= WHAT YOU HAVE TO DO =
Go through the data line by line. Copy each one holding the string "limit".

Stored items
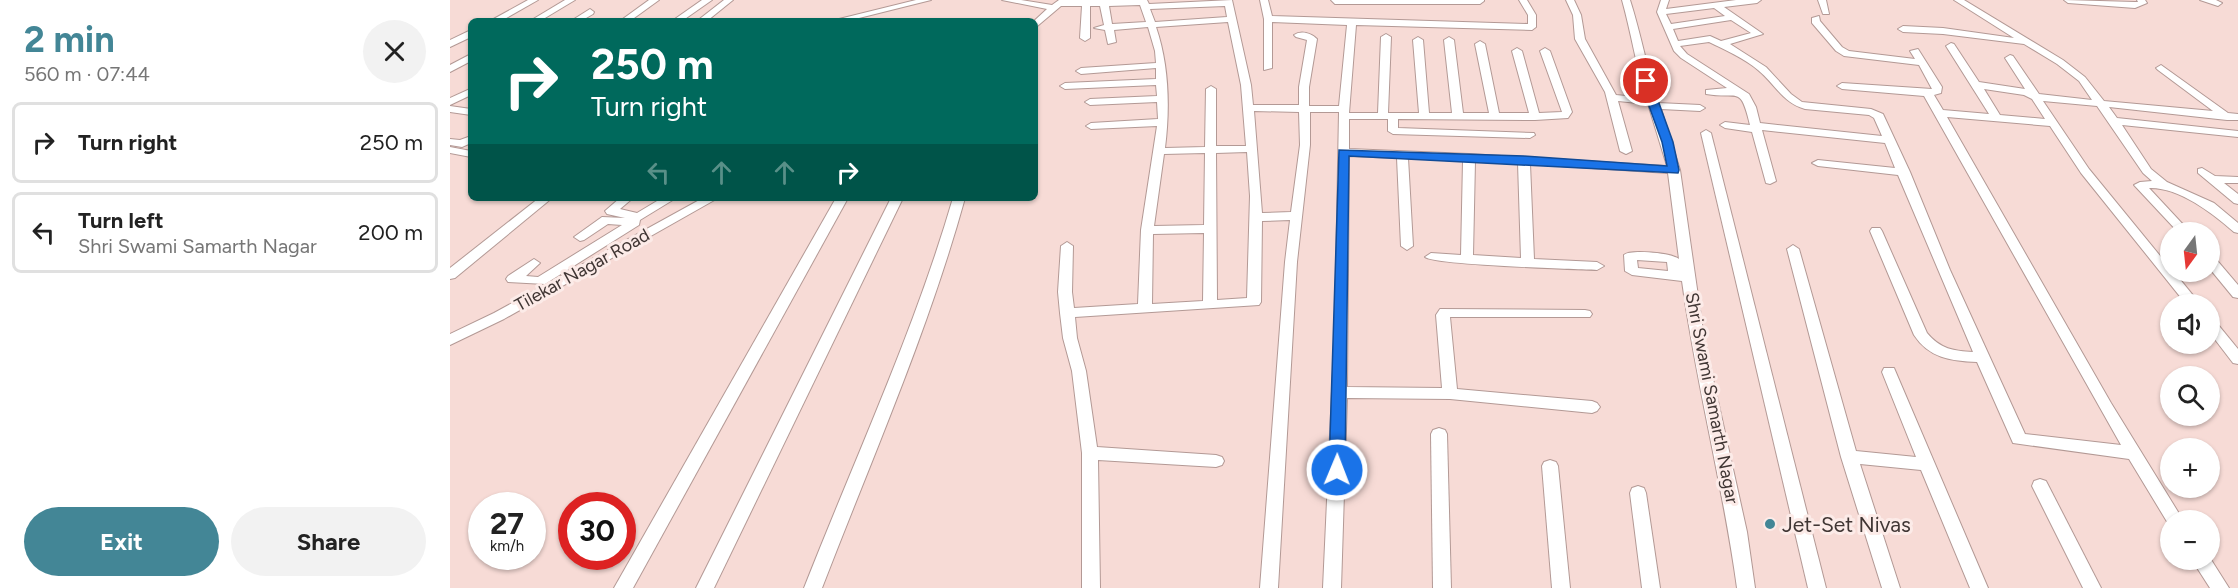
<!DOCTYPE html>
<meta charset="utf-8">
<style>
body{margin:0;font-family:Figtree,sans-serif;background:#f2f2f2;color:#222;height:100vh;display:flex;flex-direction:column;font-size:22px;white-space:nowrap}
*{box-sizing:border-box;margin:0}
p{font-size:20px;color:#767676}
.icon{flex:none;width:33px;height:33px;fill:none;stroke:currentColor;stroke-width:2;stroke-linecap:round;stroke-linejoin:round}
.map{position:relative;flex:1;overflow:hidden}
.details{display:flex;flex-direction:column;background:#fff;width:450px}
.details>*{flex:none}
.top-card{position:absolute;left:18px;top:18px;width:570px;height:183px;border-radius:9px;box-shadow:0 2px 4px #0004;background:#00695c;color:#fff;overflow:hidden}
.needle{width:39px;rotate:195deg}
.controls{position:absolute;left:1710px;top:222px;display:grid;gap:12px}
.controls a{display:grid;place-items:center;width:60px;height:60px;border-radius:50%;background:#fff;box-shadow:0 2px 4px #0004;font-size:30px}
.speed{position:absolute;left:18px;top:492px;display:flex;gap:12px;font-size:30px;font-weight:700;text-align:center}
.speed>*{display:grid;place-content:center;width:78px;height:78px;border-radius:50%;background:#fff;box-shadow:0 2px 4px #0004;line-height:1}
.speed small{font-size:15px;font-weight:400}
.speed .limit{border:9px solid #d22;background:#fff;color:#111}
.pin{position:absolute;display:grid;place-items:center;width:51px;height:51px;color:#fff;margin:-26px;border:3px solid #fff;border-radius:50%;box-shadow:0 2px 6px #0007}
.me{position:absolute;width:66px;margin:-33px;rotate:1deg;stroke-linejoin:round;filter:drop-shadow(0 0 4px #0008)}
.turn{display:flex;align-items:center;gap:21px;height:126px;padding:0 24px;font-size:27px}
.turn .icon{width:78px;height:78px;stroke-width:2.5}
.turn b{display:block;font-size:42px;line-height:51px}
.lanes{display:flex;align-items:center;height:57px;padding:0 24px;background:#0003;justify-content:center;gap:30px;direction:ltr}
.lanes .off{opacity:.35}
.round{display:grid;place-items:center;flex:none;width:63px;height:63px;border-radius:32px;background:#f2f2f2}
.head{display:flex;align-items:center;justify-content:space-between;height:102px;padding:0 24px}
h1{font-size:36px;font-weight:700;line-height:45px;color:#438696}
.action{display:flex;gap:12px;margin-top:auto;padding:12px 24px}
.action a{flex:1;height:69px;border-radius:36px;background:#438696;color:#fff;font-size:24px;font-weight:700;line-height:69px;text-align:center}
.action a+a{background:#f2f2f2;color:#222}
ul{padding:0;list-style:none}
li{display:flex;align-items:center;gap:18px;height:81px;margin:0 12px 9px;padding:0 12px;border:3px solid #e0e0e0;border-radius:9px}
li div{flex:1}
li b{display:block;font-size:22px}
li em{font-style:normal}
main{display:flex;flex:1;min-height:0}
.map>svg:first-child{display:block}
</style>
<main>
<section class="details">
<div class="head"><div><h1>2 min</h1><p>560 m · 07:44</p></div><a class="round"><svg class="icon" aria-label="close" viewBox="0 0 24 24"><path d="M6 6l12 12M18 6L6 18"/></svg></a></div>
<ul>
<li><svg class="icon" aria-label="right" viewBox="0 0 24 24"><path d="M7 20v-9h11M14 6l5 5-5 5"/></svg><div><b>Turn right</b></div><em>250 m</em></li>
<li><svg class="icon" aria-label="left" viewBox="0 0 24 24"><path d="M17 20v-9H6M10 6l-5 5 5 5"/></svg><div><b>Turn left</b><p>Shri Swami Samarth Nagar</p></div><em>200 m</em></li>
</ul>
<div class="action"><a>Exit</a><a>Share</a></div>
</section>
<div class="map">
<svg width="1788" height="588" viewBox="0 0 1788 588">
<rect width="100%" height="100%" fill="#f7dbd6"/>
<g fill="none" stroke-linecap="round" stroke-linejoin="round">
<defs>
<g id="street">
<path d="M78 0H88L51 21H40Z"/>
<path d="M115 0H125L90 21H80Z"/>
<path d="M199 0H209L180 21H170Z"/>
<path d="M252 0H262L232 21H222Z"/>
<path d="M274 0H283L257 21H247Z"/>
<path d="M466 0H481L397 21H381Z"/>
<path d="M552 0H571L602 5 609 0H697L699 4 782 0 801 85 803 105H849V87L857 40 846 37 844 35C851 30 861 33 867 39L859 87V106H889L897 25 822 22V68L814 70V19L810 0H818L822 16 1078 24V15L1069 0H1077L1086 15V27L1082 30 906 25 899 113H928L931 37 936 34 941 37 938 113H969L963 40 968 37 973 40 979 113H1002L994 40 999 37 1004 40 1013 113H1039L1025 44 1030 41 1035 44 1049 113H1079L1062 51 1067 48 1072 51 1089 113 1112 112 1090 51 1095 48 1100 51 1122 112 1118 118 1085 120 948 119V128L1084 133 1085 135 1080 138 943 134 938 131V119H899V149L1019 154 1217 166 1198 104 1168 101 1182 151 1176 154 1170 151 1155 92 1125 39 1123 15 1116 0H1124L1131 15 1135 39 1166 95 1196 98C1186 65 1181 32 1172 0H1180C1191 34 1197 69 1208 103L1250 105 1255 108 1250 111 1211 109 1230 170 1254 338 1297 532 1305 588H1287C1273 485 1246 384 1232 281L1182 275 1175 271 1174 255C1180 249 1222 253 1229 259L1218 173 1080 164 1084 259 1147 262 1154 266 1147 270C1124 269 984 265 975 257L981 253 1011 255 1013 161 958 158 963 246 957 250 951 246 947 158 899 156 897 387 992 388 986 315 990 309 1135 310 1140 311 1142 314 1140 317H1000L1007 389 1142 401 1147 403 1150 407 1147 411 1142 413 1000 399 897 398 891 588H873L885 326 889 112H860V145L847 262 828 588H810L835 262 840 220 812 221 811 302 809 305 625 317 627 338 636 371 647 447 766 455 772 457 774 461 772 465 766 467 648 460 650 588H632V453L622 371 613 338 610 313 608 292 611 246 617 242 623 246 622 292 624 308 688 304 691 230 707 126 641 129 636 126 641 123 708 119 707 102 640 105 635 102 640 99 707 96 706 85 615 89 610 86 615 83 706 79V68L631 74 626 71 631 68 706 63 705 51 698 27 664 30 666 42 658 44 655 30 644 28 654 25 650 6H640V38L635 41 630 38 632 6H611L585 28 584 21 597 9ZM690 5 696 22 662 24 659 6ZM775 6 777 17 705 22 700 9ZM778 22 791 85 796 146H766V89L761 86 756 89 755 147 715 148C720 108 719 65 706 27ZM804 111 849 112 850 145 841 212 812 213ZM797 152 800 196 797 298 767 300 766 153ZM755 153 754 225 704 226 714 154ZM1025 161 1068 163 1071 258 1023 255ZM754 233 753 301 702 304 703 234ZM1187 260 1217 262 1218 271 1188 268Z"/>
<path d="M881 0H1034V1L1030 4H885Z"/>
<path d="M1211 0H1219L1216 9 1286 0H1311L1307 3 1274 7 1313 34 1280 44 1316 67 1341 94 1352 102 1421 109 1433 114 1460 172 1500 270 1575 434 1671 445 1474 96 1392 89 1387 86 1392 83 1482 89 1469 65 1394 56 1386 51 1362 23V18L1369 16 1370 21 1392 47 1399 51 1465 59 1460 51 1468 49 1492 87 1491 93 1484 95 1493 110 1539 114 1496 46 1501 43 1504 44 1529 82 1575 89 1555 58 1560 55 1563 56 1589 94 1642 100 1629 81 1607 64 1574 44 1493 34 1453 32 1448 29 1453 26 1493 28 1564 38 1504 0H1514L1613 60 1635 77 1654 101 1763 111 1708 70 1706 68 1711 65 1778 113 1788 114V120H1777L1659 107 1667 118 1788 131V137L1672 125 1701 169 1717 182 1764 203 1788 223V233L1784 232C1762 213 1729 187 1699 188L1740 232H1728L1684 185 1690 182 1702 181 1693 173 1647 106 1593 101 1639 169 1720 268V272H1724L1750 304H1736L1631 173 1600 126 1497 117 1661 403 1733 520H1720V525H1719L1679 459 1563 443 1527 362C1501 361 1479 358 1464 335L1420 231 1422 228H1430L1432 231 1477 333C1490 349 1504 351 1523 352L1448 175 1368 166 1362 163 1368 160 1445 168 1435 143 1312 130 1326 181 1320 184 1316 183 1302 132 1275 128 1270 125 1275 122 1300 125C1290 84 1289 100 1256 94V90L1277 88 1231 58 1224 51 1207 12ZM1264 8 1275 16 1221 24 1216 14ZM1281 20 1301 33 1271 41 1260 36 1228 41 1223 29ZM1259 42C1275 50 1294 58 1308 70 1325 84 1333 103 1355 109L1419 115 1424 118 1432 136 1310 123 1306 107 1299 94 1237 54 1230 46ZM1534 89 1574 95 1582 99 1595 119 1550 115Z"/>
<path d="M1368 0H1376L1379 14H1373Z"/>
<path d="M1614 0 1685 2H1688L1687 0H1695L1697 3 1685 8 1618 3Z"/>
<path d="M1750 0H1766L1772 3 1768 6Z"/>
<path d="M140 9 144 12 143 14 131 21H121Z"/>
<path d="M21 30V37L0 47V40Z"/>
<path d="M21 54V61L0 72V65Z"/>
<path d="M20 89 21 95 0 105V98Z"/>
<path d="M0 106 21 109V115L0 112Z"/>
<path d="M1256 130 1261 133 1376 588H1358L1251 133Z"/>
<path d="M21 136V143L12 147 0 145V139L10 140Z"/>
<path d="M0 147 21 151V157L0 153Z"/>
<path d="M1752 168 1765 176 1788 177V183H1774L1788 194V204L1784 203 1748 173V169Z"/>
<path d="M89 198H102L5 278 0 279V268Z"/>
<path d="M170 198H183L170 209 187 213 212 198H226L190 220 189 225 95 284 58 282 56 279 58 276 84 259 90 263 76 276 88 277 172 225 158 224 134 240 130 241 124 237 152 217 175 218 157 214 155 211Z"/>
<path d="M253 198H268L54 319 0 345V334L44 313Z"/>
<path d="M386 198H398L183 588H164Z"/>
<path d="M441 198H453L264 588H246Z"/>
<path d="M503 198H515C478 332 422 458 372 588H354C405 458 464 332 503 198Z"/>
<path d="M1343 245 1349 249 1406 451 1466 457 1432 372 1434 368H1444L1538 588H1520L1471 470 1410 464 1450 588H1432L1391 457 1337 249Z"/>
<path d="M1760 257 1765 258 1788 285V298L1783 297 1760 269Z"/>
<path d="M1760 319 1765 321 1788 349V364L1783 363 1760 333Z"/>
<path d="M989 428 995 430 997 434 1001 588H983L981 434 983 430Z"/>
<path d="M1100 460 1106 462 1108 466 1120 588H1102L1092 466 1094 462Z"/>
<path d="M1590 479 1596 481 1651 588H1633L1582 486 1584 481Z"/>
<path d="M1188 486 1194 488 1196 493 1210 588H1192L1180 493 1182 488Z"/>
<path d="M1760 558 1779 588H1760L1742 560H1760Z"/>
</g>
</defs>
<use href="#street" stroke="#b39995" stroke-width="2"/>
<use href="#street" fill="#fff" fill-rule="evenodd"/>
</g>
<path fill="#1a73e8" stroke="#114b97" stroke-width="1.5" d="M1196 78 1201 81 1223 142 1229 170 1228 173 899 156 895 470 893 475 887 477 881 475 879 470 889 150 1074 156 1217 166 1212 142 1190 81Z"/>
<circle fill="#438696" stroke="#fcebe8" stroke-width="2" cx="1320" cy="524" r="6"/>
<g text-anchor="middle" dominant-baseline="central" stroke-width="6" stroke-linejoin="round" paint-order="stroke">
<g font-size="18" fill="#403634" stroke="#fcebe8">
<text transform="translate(132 270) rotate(-29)">Tilekar Nagar Road</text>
<text transform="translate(1262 398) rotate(79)">Shri Swami Samarth Nagar</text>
</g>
<g font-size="21" fill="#403634" stroke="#fcebe8" text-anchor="start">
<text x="1332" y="524">Jet-Set Nivas</text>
</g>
</g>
</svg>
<div class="controls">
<a><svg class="needle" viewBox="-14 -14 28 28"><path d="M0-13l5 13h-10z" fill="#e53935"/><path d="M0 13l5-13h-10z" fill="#767676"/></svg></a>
<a><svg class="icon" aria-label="sound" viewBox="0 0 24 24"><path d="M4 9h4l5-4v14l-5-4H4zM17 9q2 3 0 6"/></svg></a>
<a><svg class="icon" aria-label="search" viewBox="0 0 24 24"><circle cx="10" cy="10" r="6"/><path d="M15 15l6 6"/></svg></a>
<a>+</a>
<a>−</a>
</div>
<div class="speed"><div>27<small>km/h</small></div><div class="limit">30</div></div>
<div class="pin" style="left:1196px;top:81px;background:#d93025"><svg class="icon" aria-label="arrive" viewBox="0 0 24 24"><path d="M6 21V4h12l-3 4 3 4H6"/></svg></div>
<svg class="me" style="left:887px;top:470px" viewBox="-20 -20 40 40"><circle r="17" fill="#1a73e8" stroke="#fff" stroke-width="3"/><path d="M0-11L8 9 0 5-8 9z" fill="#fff"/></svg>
<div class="top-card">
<div class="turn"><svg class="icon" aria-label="right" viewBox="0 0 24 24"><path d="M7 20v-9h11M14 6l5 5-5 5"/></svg><div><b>250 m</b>Turn right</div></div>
<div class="lanes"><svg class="icon off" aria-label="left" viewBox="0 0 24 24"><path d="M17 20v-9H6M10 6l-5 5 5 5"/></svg><svg class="icon off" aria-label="ahead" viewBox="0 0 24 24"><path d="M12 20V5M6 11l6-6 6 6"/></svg><svg class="icon off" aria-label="ahead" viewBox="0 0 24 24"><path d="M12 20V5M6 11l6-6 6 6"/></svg><svg class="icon" aria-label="right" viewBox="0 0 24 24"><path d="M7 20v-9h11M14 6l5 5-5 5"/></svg></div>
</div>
</div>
</main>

= ANSWER FOR THIS EXERCISE =
.speed .limit{border:9px solid #d22;background:#fff;color:#111}
<div class="speed"><div>27<small>km/h</small></div><div class="limit">30</div></div>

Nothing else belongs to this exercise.